One reason coronavirus might not be slaying all around it this winter is because, well, this is not its first winter. Remember: it is called Covid-19, as in 2019. Of course, the official version of history states that the virus never reached Western civilisation until the spring of 2020, but evidence for this assertion is based on dodgy polymerase chain reaction (PCR) tests and a profound rejection of common sense. (By the way, how many people do you know who had a severe bout of pneumonia-like symptoms last winter?)

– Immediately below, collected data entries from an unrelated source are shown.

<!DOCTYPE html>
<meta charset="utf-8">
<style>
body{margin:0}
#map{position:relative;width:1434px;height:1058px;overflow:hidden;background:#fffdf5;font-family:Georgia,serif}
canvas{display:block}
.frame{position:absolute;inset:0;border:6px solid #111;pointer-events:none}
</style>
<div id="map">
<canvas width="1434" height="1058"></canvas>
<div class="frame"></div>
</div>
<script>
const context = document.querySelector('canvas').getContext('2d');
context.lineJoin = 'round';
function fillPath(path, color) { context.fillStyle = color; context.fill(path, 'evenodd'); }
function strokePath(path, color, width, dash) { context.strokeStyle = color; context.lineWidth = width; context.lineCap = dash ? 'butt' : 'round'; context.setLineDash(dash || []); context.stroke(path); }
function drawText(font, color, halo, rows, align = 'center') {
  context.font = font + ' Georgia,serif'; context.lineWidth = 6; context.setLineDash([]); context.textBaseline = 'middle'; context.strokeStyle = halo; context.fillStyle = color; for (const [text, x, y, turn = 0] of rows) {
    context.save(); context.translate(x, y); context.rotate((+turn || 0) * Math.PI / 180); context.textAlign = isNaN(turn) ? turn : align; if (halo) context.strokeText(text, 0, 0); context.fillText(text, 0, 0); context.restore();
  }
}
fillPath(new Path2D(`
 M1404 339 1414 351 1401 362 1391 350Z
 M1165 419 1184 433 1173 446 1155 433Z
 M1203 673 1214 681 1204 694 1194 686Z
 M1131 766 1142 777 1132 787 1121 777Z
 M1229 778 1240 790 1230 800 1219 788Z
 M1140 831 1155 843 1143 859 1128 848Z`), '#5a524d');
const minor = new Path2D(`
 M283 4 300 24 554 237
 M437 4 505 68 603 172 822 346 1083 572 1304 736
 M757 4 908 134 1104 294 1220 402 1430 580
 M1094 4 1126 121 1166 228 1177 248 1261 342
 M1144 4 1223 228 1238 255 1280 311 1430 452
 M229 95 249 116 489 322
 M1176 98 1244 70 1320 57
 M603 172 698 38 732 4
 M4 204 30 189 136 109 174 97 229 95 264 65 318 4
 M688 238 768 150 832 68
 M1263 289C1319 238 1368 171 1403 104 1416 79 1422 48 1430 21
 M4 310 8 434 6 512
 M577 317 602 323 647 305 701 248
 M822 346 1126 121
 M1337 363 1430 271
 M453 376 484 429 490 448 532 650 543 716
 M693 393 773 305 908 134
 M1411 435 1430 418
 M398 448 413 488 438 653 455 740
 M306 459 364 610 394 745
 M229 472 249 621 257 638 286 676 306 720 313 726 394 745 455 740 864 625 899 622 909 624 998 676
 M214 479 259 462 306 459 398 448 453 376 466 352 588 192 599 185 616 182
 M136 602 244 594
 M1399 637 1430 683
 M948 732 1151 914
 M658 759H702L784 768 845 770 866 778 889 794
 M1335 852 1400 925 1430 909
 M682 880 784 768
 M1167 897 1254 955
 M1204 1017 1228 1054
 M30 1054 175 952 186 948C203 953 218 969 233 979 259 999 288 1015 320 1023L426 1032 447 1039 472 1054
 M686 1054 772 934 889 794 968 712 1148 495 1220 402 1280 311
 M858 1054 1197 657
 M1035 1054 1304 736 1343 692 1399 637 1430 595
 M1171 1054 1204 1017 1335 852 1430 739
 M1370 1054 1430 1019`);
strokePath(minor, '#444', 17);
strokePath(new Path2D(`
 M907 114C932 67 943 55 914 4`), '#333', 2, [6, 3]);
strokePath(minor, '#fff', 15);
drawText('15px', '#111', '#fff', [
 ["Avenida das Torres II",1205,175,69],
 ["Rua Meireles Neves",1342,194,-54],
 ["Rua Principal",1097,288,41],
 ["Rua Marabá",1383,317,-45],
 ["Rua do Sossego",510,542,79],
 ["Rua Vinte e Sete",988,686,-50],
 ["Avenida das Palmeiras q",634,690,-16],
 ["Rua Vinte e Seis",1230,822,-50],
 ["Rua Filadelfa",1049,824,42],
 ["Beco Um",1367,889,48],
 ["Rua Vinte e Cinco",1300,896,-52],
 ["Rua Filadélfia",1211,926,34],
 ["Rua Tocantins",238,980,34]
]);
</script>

But the main reason for the disparity is obvious: mass PCR testing. Under the current regime (science is the wrong word), a ‘Covid death’ is someone who dies having tested positive for Covid within the previous 28 days. When you test all hospital patients, as the UK does, then some of them will turn out to be positive – how many depends largely on the way you do the tests. And the more tests you do, the more ‘Covid deaths’ you will generate. It is that simple. Dr Mike Yeadon has written extensively on this, which he calls the PCR false positive pseudo-epidemic.
Too little, too late
In another time, it might have been shocking that it took so long for the science editor of a broadsheet newspaper to wonder why, in the midst of a killer pandemic the world’s not seen for a century or so, the number of people dying in the country is ordinary. Better late than never I suppose, but do not take this as a sign that the reinforcements are coming. Even this article makes absolutely certain to pledge allegiance to Covid orthodoxy, stating without evidence that “severe restrictions were … clearly essential to control the growing pandemic’’.
Most people do not get their information by sifting through government-issued statistics on websites designed to hinder you. But there used to be a word for someone who got paid to do exactly that and then tell the public, in plain English, what they found. Oh, that’s right – we used to call those people ‘journalists’. There don’t seem to be many of them about these days.